• **Records supplied**:
◆ ◆ ◆ ◆

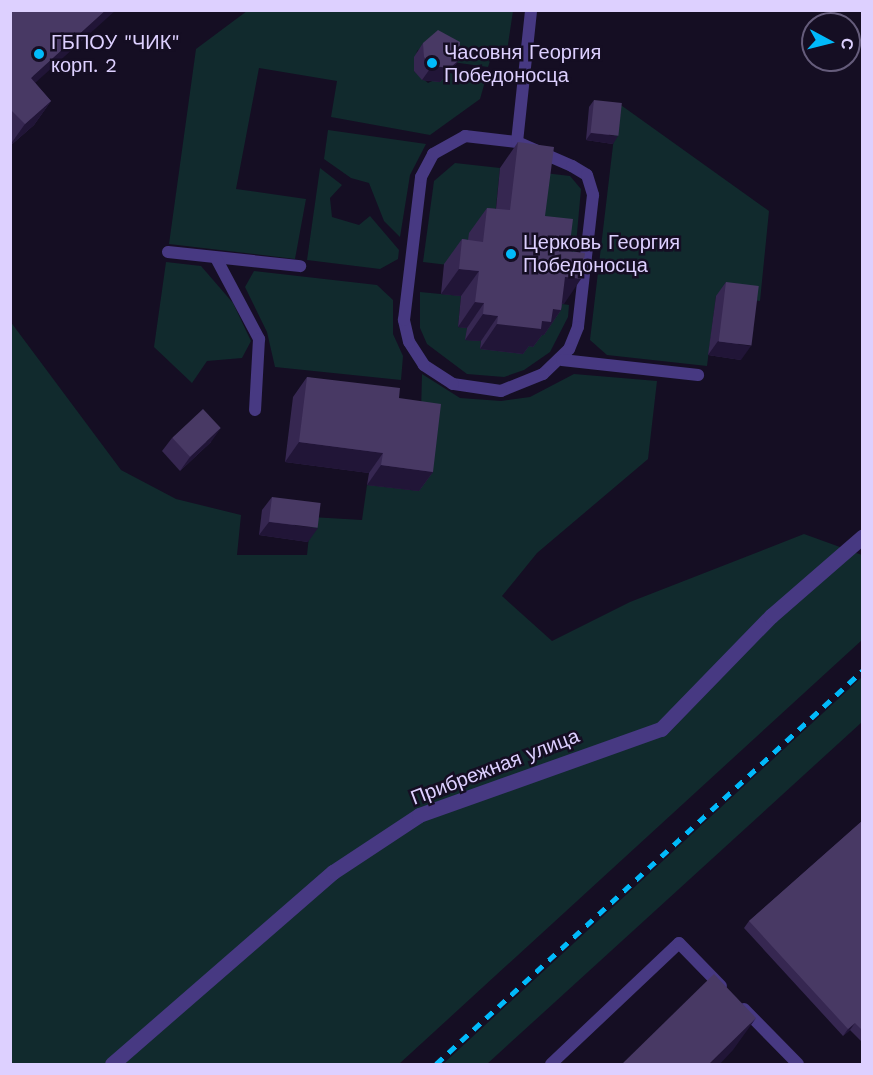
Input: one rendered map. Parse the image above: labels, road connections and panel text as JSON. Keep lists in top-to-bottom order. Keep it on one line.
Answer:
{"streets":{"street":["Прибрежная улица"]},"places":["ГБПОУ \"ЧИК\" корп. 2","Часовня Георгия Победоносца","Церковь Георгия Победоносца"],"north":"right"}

◆ ◆ ◆ ◆

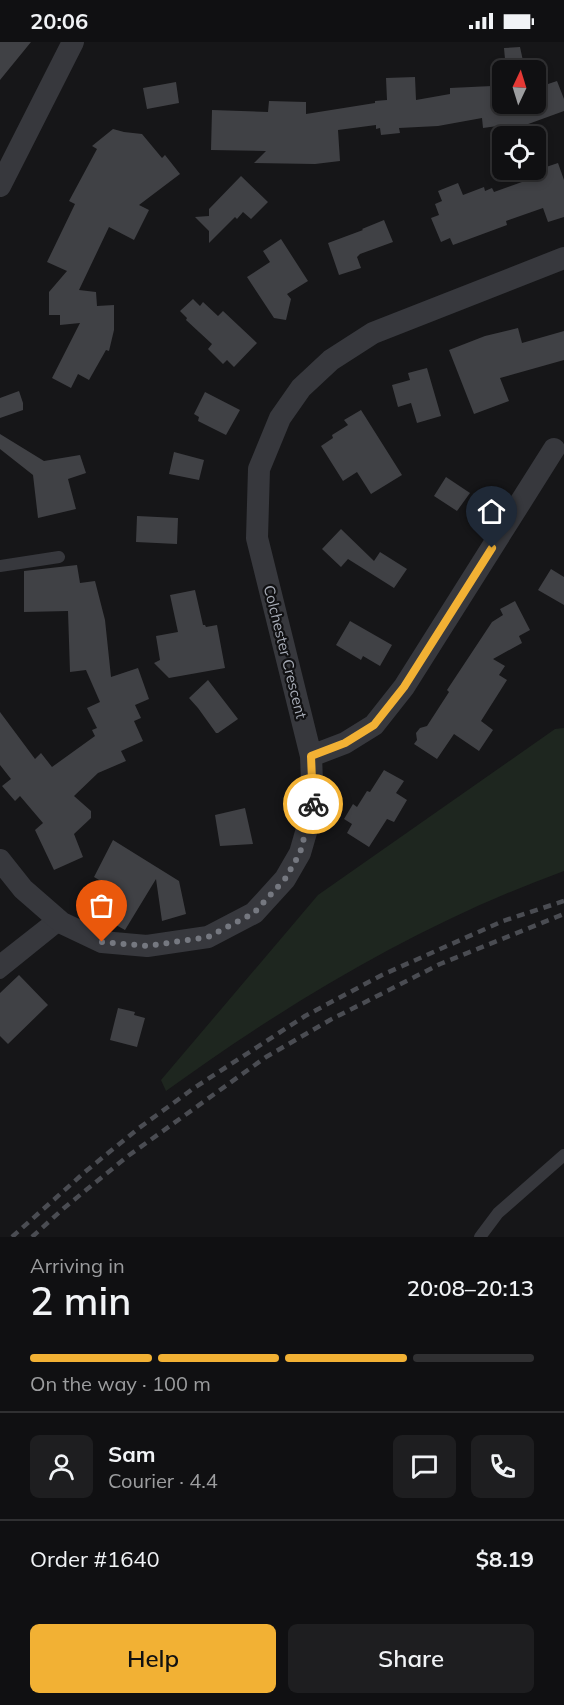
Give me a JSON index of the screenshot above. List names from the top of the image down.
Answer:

◆ ◆ ◆ ◆

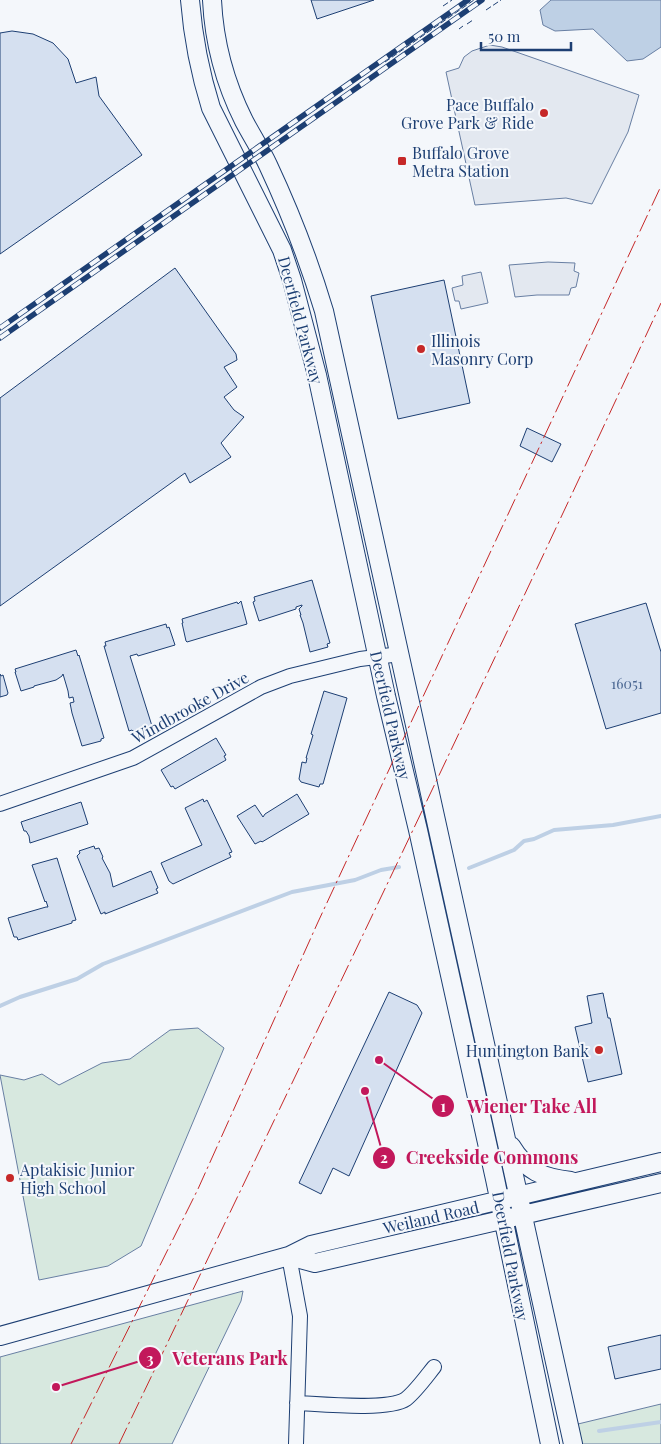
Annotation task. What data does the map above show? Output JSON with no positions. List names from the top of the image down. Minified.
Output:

◆ ◆ ◆ ◆

• **Task**: Within the material above, please work out how many lines contain the word "down" and give that number by itself.

• **Finished exercise**: 2